Figure 13 illustrates the interaction between bentonite flakes and CCMMA. As the temperature increases, the Na-B dispersion undergoes a transition from dispersion to flocculation and then to aggregation, resulting in a significant decrease in viscosity while keeping it almost unchanged initially. Additionally, the Na-B dispersion experiences a substantial fluid loss due to the inability to form a water-impermeable filter cake on the surface accumulation. The addition of CCMMA forms a network structure by hydrogen bonding and ionic bonding with bentonite, leading to an increase in initial viscosity. Additionally, the CCMMA-coated bentonite aggregates help reduce filtration loss. However, as the temperature rises, there is desorption of CCMMA, resulting in a loss of viscosity. When the temperature exceeds the LCST, the hydrophilicity of PMAOEM side chains changes. The resulting structure provides hydration and entropy stabilization effects for bentonite, preventing aggregation and promoting viscosity improvement. The hydrophobic interactions between particles form a barrier, reducing the filtrate loss of bentonite at high temperatures. In addition, partially desorbed PMAOEM side chains easily form deformable hydrophobic polymer aggregates (Na-B/CCMMA) at high temperatures. From the rheological results, these polymer aggregates have some resistance to shear stress, and they can also block the filter cake to reduce filtration loss.

3.5. Intelligent Plugging Performance

Figure 14a demonstrates that when the 3% NaCl solution is below its temperature response point, the pressure rapidly reaches equilibrium. This occurs because the NaCl solution does not impede the material, allowing the fluid to flow directly through the cracks and pores within the shale core. When tested with 3% PNI, there was a significant decrease in permeability concurrent with a significant increase in pressure. This suggests that PNI possesses a certain degree of plugging ability. When the blocking agent was a 3% mass fraction of CCMMA-B, the rate of pressure rise slowed down until it reached 1.68 MPa. However, the pressure rapidly increased due to a portion of CCMMA particles not effectively sealing the rock core. While providing a temporary sealing effect, the pressure gradually rose and eventually reached downstream values. After 16 h, the downstream pressure equilibrated with the upstream pressure. When compared to CCMMA-B, it was observed that using PNI as the plugging material resulted in a slower pressure rise and lower permeability after plugging.

Figure 14b reveals that the pH of the drilling fluid is alkaline, which enhances the sealing performance with a pH range of 7–13. The results indicate that pH has a minimal impact on sealing performance.

As a result, CCMMA demonstrates superior sealing effectiveness compared to PNI. When the temperature exceeded the response temperature, the permeability after using CCMMA-F as the blocking agent reduced significantly to 0.0295 × 10⁻⁷ μm². Furthermore, after 30 h, the downstream pressure increased to 1.47 MPa and remained unchanged. Therefore, CCMMA can block the pores of the rock core more densely, which can fully reduce the intrusion of free water.

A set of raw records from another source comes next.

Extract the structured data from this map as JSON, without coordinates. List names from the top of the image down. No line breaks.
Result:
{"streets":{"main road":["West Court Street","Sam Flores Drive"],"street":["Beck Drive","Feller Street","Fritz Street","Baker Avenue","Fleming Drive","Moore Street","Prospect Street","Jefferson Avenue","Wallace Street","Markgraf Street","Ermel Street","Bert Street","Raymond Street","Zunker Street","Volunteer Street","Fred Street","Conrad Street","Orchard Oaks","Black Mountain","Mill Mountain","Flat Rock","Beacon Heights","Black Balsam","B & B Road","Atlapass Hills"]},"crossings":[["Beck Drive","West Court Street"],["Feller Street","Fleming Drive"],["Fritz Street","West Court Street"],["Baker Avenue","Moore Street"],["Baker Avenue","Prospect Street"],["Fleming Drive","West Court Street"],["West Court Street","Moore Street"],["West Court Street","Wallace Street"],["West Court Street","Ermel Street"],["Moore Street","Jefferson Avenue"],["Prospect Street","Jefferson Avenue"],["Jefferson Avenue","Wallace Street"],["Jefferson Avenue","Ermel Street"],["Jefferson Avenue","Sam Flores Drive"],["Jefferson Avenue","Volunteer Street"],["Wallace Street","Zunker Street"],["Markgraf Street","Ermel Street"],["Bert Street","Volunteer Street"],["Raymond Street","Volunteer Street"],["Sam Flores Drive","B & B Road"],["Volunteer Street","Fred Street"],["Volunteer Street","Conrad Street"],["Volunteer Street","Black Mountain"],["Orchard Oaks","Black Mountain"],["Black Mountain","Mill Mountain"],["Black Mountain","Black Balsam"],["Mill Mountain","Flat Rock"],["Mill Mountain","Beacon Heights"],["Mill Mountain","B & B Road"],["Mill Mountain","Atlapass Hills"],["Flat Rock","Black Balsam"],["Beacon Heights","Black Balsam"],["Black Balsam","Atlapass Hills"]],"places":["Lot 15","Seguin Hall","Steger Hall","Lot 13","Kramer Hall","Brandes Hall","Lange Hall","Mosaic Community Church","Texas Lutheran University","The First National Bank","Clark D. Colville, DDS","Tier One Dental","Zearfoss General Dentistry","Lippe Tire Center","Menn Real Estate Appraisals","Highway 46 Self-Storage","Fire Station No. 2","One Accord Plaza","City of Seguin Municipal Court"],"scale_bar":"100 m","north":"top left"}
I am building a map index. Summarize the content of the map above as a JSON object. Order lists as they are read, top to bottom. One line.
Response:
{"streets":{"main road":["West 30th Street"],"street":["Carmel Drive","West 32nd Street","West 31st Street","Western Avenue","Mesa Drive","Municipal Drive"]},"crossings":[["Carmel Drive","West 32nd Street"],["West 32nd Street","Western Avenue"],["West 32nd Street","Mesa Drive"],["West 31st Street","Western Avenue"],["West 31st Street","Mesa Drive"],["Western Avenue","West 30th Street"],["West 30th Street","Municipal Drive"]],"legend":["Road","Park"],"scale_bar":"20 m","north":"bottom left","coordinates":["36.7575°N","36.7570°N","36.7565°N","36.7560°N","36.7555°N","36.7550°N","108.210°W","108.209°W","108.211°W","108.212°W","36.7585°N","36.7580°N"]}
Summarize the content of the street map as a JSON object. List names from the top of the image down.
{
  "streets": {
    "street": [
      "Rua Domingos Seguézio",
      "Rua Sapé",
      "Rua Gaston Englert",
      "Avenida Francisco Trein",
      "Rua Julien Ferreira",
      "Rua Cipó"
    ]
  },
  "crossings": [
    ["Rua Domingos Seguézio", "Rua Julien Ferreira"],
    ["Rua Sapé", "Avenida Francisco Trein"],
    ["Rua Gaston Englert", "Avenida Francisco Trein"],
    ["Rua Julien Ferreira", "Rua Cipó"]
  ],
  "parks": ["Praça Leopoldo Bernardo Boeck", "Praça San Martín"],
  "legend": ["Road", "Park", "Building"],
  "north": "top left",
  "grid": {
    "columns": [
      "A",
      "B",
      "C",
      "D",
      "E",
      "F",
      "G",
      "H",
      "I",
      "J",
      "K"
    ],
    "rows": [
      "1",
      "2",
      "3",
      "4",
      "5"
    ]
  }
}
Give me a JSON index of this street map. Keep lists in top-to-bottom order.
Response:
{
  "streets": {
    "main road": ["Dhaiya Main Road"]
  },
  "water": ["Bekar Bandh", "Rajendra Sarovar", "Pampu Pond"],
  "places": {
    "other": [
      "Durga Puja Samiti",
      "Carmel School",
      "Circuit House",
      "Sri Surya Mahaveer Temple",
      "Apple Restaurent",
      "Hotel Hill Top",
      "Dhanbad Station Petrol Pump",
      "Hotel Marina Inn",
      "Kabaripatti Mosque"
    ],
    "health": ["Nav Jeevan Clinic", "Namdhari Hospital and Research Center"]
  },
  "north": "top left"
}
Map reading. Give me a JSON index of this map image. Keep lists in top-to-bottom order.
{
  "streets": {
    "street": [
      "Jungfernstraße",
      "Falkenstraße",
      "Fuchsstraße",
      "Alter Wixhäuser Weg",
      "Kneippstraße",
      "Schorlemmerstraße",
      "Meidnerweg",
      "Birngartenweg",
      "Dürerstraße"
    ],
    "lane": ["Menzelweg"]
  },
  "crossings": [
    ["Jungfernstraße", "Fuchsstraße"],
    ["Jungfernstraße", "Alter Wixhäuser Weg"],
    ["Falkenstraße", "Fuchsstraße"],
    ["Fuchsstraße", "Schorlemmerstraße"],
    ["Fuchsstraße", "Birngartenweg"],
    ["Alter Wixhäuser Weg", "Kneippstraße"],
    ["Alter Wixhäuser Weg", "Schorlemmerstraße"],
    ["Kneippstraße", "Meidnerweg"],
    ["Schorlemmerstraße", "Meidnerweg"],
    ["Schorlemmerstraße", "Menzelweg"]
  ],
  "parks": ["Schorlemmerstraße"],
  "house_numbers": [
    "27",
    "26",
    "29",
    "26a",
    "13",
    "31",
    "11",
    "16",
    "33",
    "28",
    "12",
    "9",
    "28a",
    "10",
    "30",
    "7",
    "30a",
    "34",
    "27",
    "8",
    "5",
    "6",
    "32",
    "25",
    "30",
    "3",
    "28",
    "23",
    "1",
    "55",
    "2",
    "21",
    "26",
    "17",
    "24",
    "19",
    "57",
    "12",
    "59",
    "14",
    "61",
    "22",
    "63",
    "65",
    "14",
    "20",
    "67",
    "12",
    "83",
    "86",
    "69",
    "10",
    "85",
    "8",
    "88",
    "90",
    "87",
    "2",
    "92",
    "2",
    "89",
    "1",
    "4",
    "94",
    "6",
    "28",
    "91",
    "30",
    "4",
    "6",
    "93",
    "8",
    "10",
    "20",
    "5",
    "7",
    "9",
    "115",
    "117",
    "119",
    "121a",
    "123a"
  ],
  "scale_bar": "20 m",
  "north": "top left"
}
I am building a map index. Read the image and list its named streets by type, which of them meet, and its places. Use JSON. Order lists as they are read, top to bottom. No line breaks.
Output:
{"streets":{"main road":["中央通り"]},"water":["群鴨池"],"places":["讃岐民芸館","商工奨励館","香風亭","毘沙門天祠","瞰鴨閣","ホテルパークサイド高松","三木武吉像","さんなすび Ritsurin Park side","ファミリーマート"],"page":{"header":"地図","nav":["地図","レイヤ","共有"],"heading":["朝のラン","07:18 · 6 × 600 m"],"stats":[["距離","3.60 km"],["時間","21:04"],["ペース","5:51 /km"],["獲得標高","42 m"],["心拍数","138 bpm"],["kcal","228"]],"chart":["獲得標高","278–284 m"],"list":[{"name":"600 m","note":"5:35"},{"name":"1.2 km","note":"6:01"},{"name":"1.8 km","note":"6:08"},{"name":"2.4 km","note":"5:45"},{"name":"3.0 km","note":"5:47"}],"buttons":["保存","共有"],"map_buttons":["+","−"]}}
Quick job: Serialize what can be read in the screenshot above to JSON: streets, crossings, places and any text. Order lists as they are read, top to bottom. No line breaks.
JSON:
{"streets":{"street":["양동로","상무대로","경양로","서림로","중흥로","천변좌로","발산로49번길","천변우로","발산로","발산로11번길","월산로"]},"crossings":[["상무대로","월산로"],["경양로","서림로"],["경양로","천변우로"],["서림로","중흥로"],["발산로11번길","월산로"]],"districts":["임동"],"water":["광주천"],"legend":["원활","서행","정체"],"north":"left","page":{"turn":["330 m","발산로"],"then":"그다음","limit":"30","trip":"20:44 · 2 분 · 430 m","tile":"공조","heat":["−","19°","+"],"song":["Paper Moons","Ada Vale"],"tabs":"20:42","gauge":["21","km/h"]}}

Figure 15 illustrates the plugging mechanism of CCMMA in micropore formation. Below the response temperature, the plugging action of CCMMA is related to its chemical structure and compatibility with the pore structure. When above the response temperature, all CCMMA enhances plugging ability, involving two processes for effective plugging. The first process is dehydration of CCMMA nanoassemblies within the core, enabling them to enter small-sized pore throats. Then, they fill larger pore spaces through interparticle hydrophobic interactions. Thermally induced aggregates possess hydrophobic properties, significantly closing off flow channels with increasing differential pressure driving elastic aggregates into narrower pore throats, enhancing plug strength. Therefore, the polymer after response exhibits good plugging effectiveness for pores of various sizes. Additionally, CCMMA undergoes partial disassembly below the response temperature, exhibiting responsive intelligent disassembly behavior due to its reversible LCST behavior.

4. Conclusions

This study successfully synthesized a novel microporous formation plugging agent called CCMMA and analyzed its unique characteristics. The results confirmed that CCMMA has the ability to self-assemble into nanomicelles via a combination of hydrophobic interactions between the furan-glucose ring, fatty chains, and methacrylate ester groups, as well as molecular hydrogen bonding between carboxyl, hydroxyl, and amino groups. These interactions contribute to the formation of a stable micelle core with MAOEM-co-AA serving as the hydrophilic shell of the graft.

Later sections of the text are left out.